I am trying to understand Namenode and I referred to online material and referring to book Hadoop: The definitive guide as well.
I understand that Namenode has concept like : "edit logs", "fsimage", and I can see the following files in my Namenode.
========================================================================
-rw-rw-r-- 1 vevaan24 vevaan24 1048576 Nov 23 22:53 edits_0000000000000000001-0000000000000000001
-rw-r--r-- 1 root root 1048576 Nov 23 23:42 edits_0000000000000000002-0000000000000000002
-rw-rw-r-- 1 vevaan24 vevaan24 1048576 Nov 24 00:07 edits_0000000000000000003-0000000000000000003
-rw-rw-r-- 1 vevaan24 vevaan24 1048576 Nov 24 21:03 edits_0000000000000000004-0000000000000000004
-rw-rw-r-- 1 vevaan24 vevaan24 1048576 Nov 24 22:59 edits_0000000000000000005-0000000000000000005
-rw-r--r-- 1 root root 1048576 Nov 24 23:00 edits_0000000000000000006-0000000000000000006
-rw-rw-r-- 1 vevaan24 vevaan24 1048576 Nov 25 21:15 edits_0000000000000000007-0000000000000000007
-rw-rw-r-- 1 vevaan24 vevaan24 1048576 Nov 25 21:34 edits_0000000000000000008-0000000000000000008
-rw-r--r-- 1 root root 1048576 Nov 26 02:13 edits_inprogress_0000000000000000009
-rw-rw-r-- 1 vevaan24 vevaan24 355 Nov 25 21:15 fsimage_0000000000000000006
-rw-rw-r-- 1 vevaan24 vevaan24 62 Nov 25 21:15 fsimage_0000000000000000006.md5
-rw-r--r-- 1 root root 355 Nov 26 00:12 fsimage_0000000000000000008
-rw-r--r-- 1 root root 62 Nov 26 00:12 fsimage_0000000000000000008.md5
-rw-r--r-- 1 root root 2 Nov 26 00:12 seen_txid
-rw-rw-r-- 1 vevaan24 vevaan24 201 Nov 26 00:12 VERSION
In that book it was mentioned that fsimage
doesn't store the block locations in it.
I have following questions:
1) Does edit logs
store the block locations as well? (for the new transactions?)
2) When Namenode and Datanode are restarted how does Namenode get the block address?

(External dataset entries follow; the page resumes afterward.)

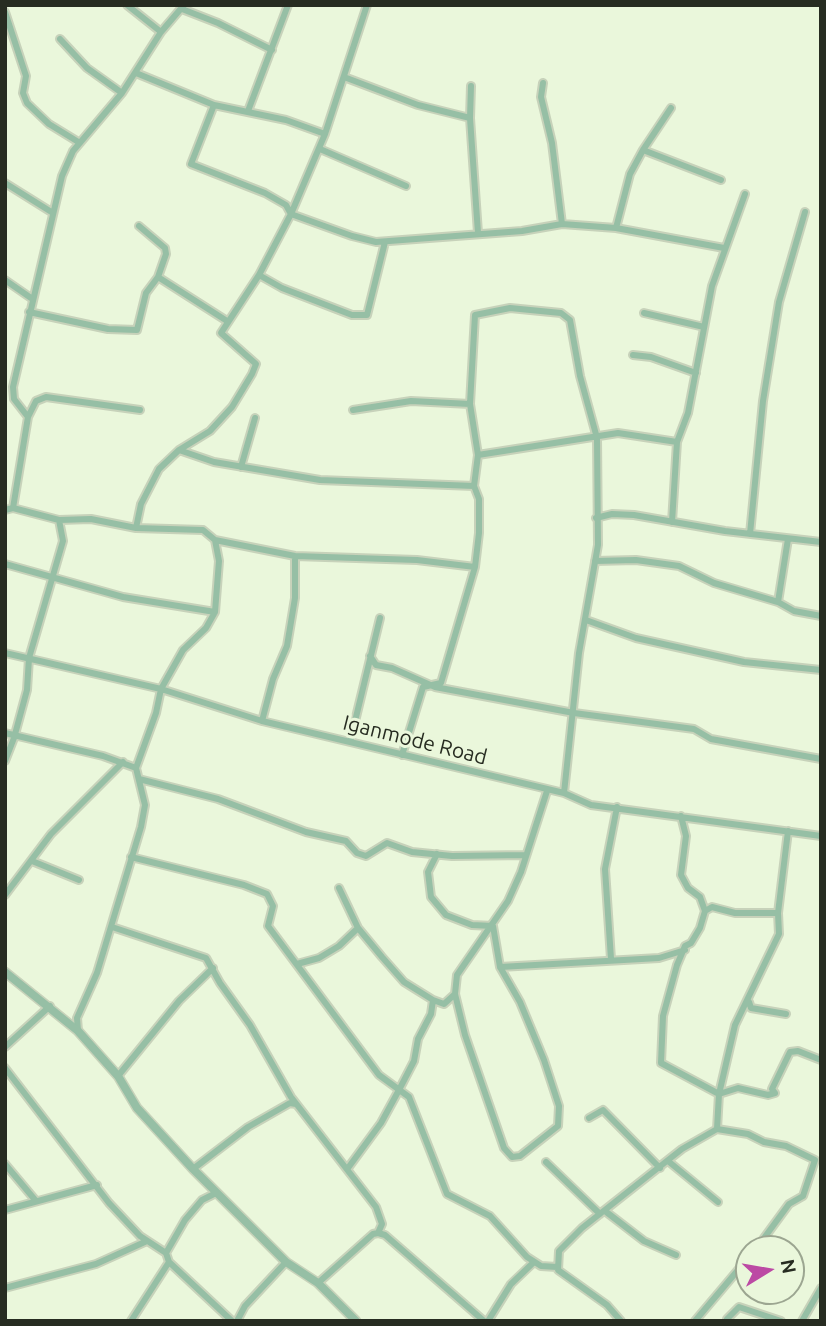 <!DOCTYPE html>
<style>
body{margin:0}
#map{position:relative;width:826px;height:1326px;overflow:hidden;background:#eaf7db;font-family:Ubuntu,sans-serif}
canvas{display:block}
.frame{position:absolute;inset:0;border:7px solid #272c21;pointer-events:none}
.north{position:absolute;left:735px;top:1235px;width:70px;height:70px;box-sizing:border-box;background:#eaf7db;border:2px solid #9ca691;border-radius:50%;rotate:79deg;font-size:19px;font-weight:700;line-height:28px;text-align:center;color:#272c21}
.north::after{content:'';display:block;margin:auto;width:24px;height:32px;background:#bc4aa4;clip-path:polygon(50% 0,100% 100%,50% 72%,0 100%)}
</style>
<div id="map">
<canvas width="826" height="1326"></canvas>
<div class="frame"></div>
<div class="north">N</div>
</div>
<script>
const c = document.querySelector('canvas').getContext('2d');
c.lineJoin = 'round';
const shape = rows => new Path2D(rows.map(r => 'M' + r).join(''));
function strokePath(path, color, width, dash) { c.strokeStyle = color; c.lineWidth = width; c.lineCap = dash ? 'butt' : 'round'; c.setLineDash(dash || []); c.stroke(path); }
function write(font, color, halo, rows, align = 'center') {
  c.font = font + ' Ubuntu,sans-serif'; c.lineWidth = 6; c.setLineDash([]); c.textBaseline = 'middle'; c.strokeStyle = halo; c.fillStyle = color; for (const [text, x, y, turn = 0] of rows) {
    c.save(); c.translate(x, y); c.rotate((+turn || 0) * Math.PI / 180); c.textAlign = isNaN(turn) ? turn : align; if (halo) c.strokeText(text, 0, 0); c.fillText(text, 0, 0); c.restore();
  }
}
const minor = shape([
 [127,5,161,32],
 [182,9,218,23,272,50],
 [5,12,26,76,23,93,27,103,49,124,80,143],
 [60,39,87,68,122,93],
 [136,73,214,105,286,120,325,134],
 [344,77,418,105,470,118],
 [543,83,541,97,552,143,562,224],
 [471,86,470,118,478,233],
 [214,105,191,164,265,193,286,205,291,214,352,236,376,242,522,231,562,224,616,228,724,248],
 [248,111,288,5],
 [320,149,406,186],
 [643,150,671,108],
 [5,183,53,213],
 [616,228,630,174,643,150,721,180],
 [259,275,282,288,352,315,367,315,385,242],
 [158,277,227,321],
 [5,280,31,298],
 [29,312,108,329,137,330,146,293,158,277,166,254,165,248,139,226],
 [644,313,704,327],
 [633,355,651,357,696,373],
 [470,404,475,315,510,308,561,313,570,320,580,376,597,438,598,545,579,653,564,793],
 [353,410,411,401,470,404,478,455,474,486,479,499,479,533,475,567,441,683,423,687,402,755],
 [28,417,36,401,46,397,140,410],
 [179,450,214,462,320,480,474,486],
 [478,455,618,433,677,442],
 [241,467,255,418],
 [13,508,28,417,14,399,13,387,62,176,73,151,122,93,161,32,184,5],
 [5,510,13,508,59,520,91,519,136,528,203,530,215,540,295,556,417,560,475,567],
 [596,518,612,514,634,515,725,531,821,542],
 [672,522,677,442,688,413,712,286,745,194],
 [136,528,141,504,159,469,179,450,210,431,232,407,252,374,256,364,221,333,259,275,291,214,325,134,367,5],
 [750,534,763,401,779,302,805,212],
 [595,561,636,560,679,566,714,583,778,602,794,611,821,616],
 [5,564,123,597,215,612],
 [778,602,788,539],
 [586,620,636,638,744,662,821,670],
 [5,653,161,689,262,721,564,793,591,805,821,836],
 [370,656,376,665,392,668,435,687,574,713,694,729,711,739,821,759],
 [262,721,273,679,287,646,295,598,295,556],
 [5,733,103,756,136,768],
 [350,742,380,618],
 [5,761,14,738,27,690,29,658,63,541,59,520],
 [139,779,218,799,306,832,346,841,357,853,366,856,387,843,412,852,452,856,526,855],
 [681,816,686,836,681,875,688,888,700,897,705,911,700,928,691,943,685,946,677,965,663,1016,661,1063,719,1094,738,1088,768,1095,775,1093,772,1089,790,1052,798,1051,821,1060],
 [437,854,428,872,431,897,446,915,472,925,493,926,500,967,520,1002,544,1060,559,1106,558,1126,520,1156,512,1157,504,1148,465,1035,455,994],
 [131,857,244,885,267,894,273,906,268,926,379,1075,409,1097,447,1194,490,1216,527,1257,541,1266,557,1267],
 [32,861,79,880],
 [339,888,358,928,382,957,404,982,433,1000],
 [5,895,51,834,123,762],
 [705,911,712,907,735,913,778,913],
 [112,927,206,958,220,983,250,1025,291,1097,376,1207,382,1224,378,1233,385,1235,484,1321],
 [611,959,605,869,617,807],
 [297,964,319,958,339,946,358,928],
 [500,967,659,958,685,950],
 [749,1002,751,1008,786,1014],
 [78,1031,77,1018,97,973,141,827,145,805,136,768,156,713,161,689,183,650,206,628,215,612,219,561,215,540],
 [5,1047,50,1006],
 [5,1068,109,1203,140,1236,166,1253],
 [118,1076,179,1001,213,968],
 [589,1118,603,1110,660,1168],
 [717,1129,748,1134,764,1142,786,1146,815,1160,803,1196,789,1204,756,1249],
 [668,1161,718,1202],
 [546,1162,600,1214],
 [5,1164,36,1201],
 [348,1168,381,1123,399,1090,414,1061,418,1039,431,1014,433,1000,444,1004,455,994,457,975,508,901,521,872,547,791],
 [193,1169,248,1127,290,1103,296,1104],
 [5,1210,97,1185],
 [605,1211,644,1241,676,1255],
 [169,1262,232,1321],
 [318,1283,373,1234,378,1233],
 [5,1288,96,1264,147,1241],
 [727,1319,739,1307,781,1321],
 [131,1321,169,1262,166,1253,185,1220,202,1200,216,1193],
 [237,1321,245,1306,286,1262],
 [488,1321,511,1284,534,1262],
 [621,1321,607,1305,558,1270,559,1251,582,1228,682,1149,717,1129,719,1094,735,1025,779,934,778,913,788,831],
 [695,1321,749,1257],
 [802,1321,821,1288]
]);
const tertiary = shape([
 [5,972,78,1031,118,1076,137,1108,193,1169,286,1262,318,1283,356,1321]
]);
strokePath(minor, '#c7d2ba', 10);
strokePath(tertiary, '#c7d2ba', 11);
strokePath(minor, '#96bfa5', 6);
strokePath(tertiary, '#96bfa5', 8);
write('21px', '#272c21', '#eaf7db', [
 ["Iganmode Road",415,740,14]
]);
</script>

My doubt is NN read fsimage
to reconstuct the filesystem info, but fsimage
doesn't have the info of block location, so how this information is reconstructed?
3) Is it true that fsimage
stores BLOCK ID only, and if so, is BLOCK ID unique across Datanodes? Is BLOCK ID same as that of BLOCK address ?
Block locations i.e., the datanodes on which the blocks are stored is neither persisted in the fsimage
file nor in the edit log
. Namenode keeps this mapping only in the memory.
It is the responsibility of each datanode to hold the information of the list of blocks it is storing.
During restart, Namenode loads the fsimage
file into memory and apply the edits from the edit log
, the missing information of block locations is obtained from the datanodes as they check in with their block lists. Namenode, with the information from block lists, constructs the mapping of blocks with their locations in its memory.
fsimage
has more than the Block ID. It holds the information like blocks of the file, block size, replication factor, access time, modification time, file permissions but not the location of the blocks.
Yes, Block IDs are unique. Block address would refer the address of the datanodes in which the block resides.